Friday, 21 September 2007
The last of the butterflies
There have been very few butterflies here this summer. After a hopeful start to the spring, with more orange tips than I have seen here, the summer, as everyone knows, was a disaster. Many butterflies emerged late, when the weather finally improved and, though there was a flush of peacocks on the buddleias recently, colder nights mean that overall numbers have been very poor. A few painted ladies and red admirals have fluttered and flirted round the garden, but even numbers of small tortoiseshells have been poor. In past years I have loved to see the small dusky ringlets dancing amongst the grass stalks on our evening walks, but this wet year did little to encourage butterfly numbers or such outings. Even the dogs didn't complain at staying in when it rained.
Worse, though, than the lack of butterflies has been the complete absence of moths. Northumberland is not perhaps the best county for variety anyway, but at least the burnet moths and cinnabars on the dunes are always spectacular. The garden mostly offers a selection of small brown or frilly white moths which can be hard to identify. The greenhouse, though, is usually shared with yellow underwings, which zonk about the tomatoes while you are picking them. Not this year, not a one. This year I have seen a mouse moth. That's it. I'm fond of mouse moths, I was pleased to see it, and helped it back outside when it got stuck. But I would have been pleased to welcome a few of its friends.
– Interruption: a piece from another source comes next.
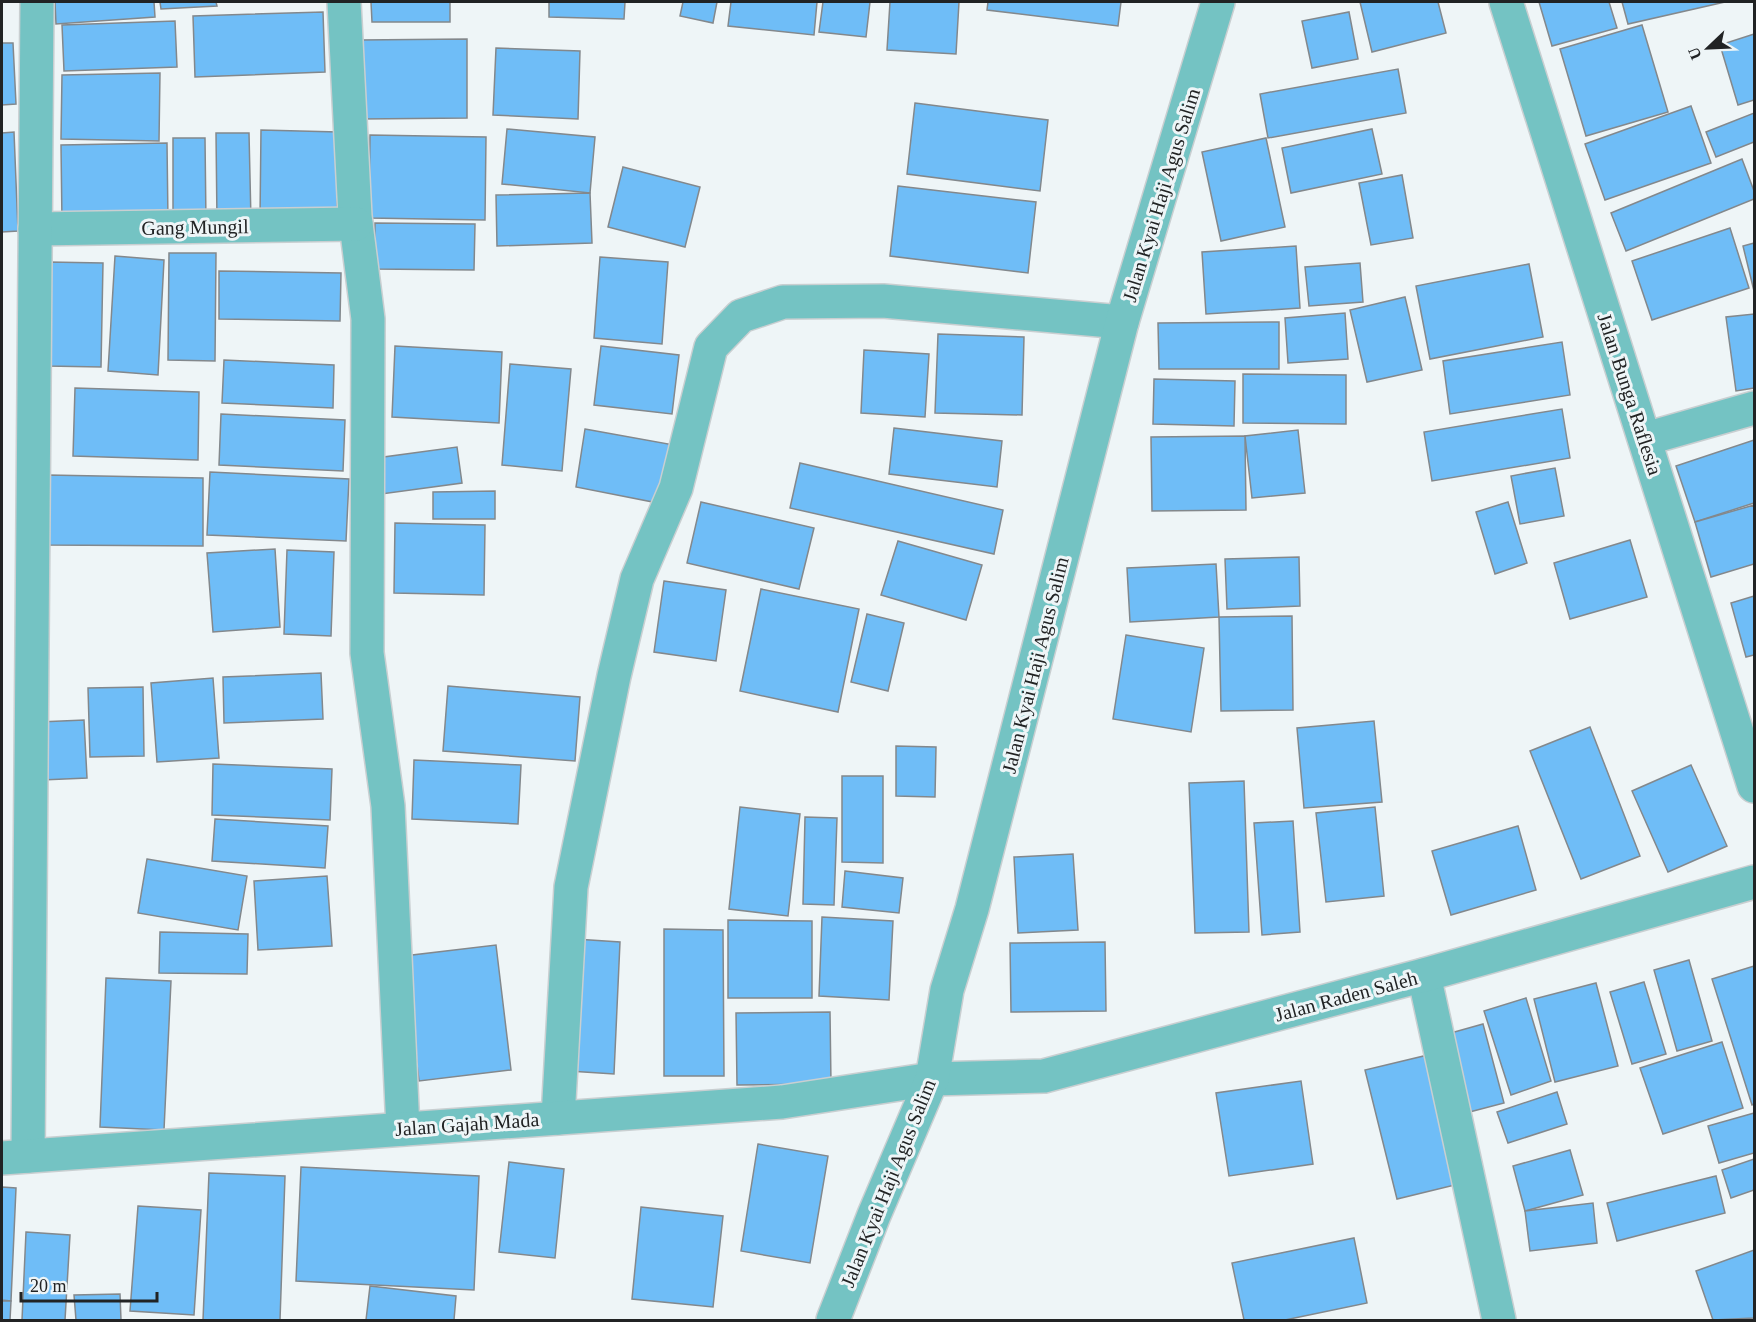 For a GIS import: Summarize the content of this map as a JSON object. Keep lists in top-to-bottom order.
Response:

Devon has been little better, according to my mother. I recall nights in Devon when it was only possible to sleep with your head under the bedclothes, so many creatures were whizzing round the room. Emeralds, garden tigers, elephant hawk moths, riots of colour. Delicate, feather-winged plume moths could be found on the bindweed in the garden. At least in Devon numbers may recover a little next year if the sun shines. Here, I am afraid that time is running out.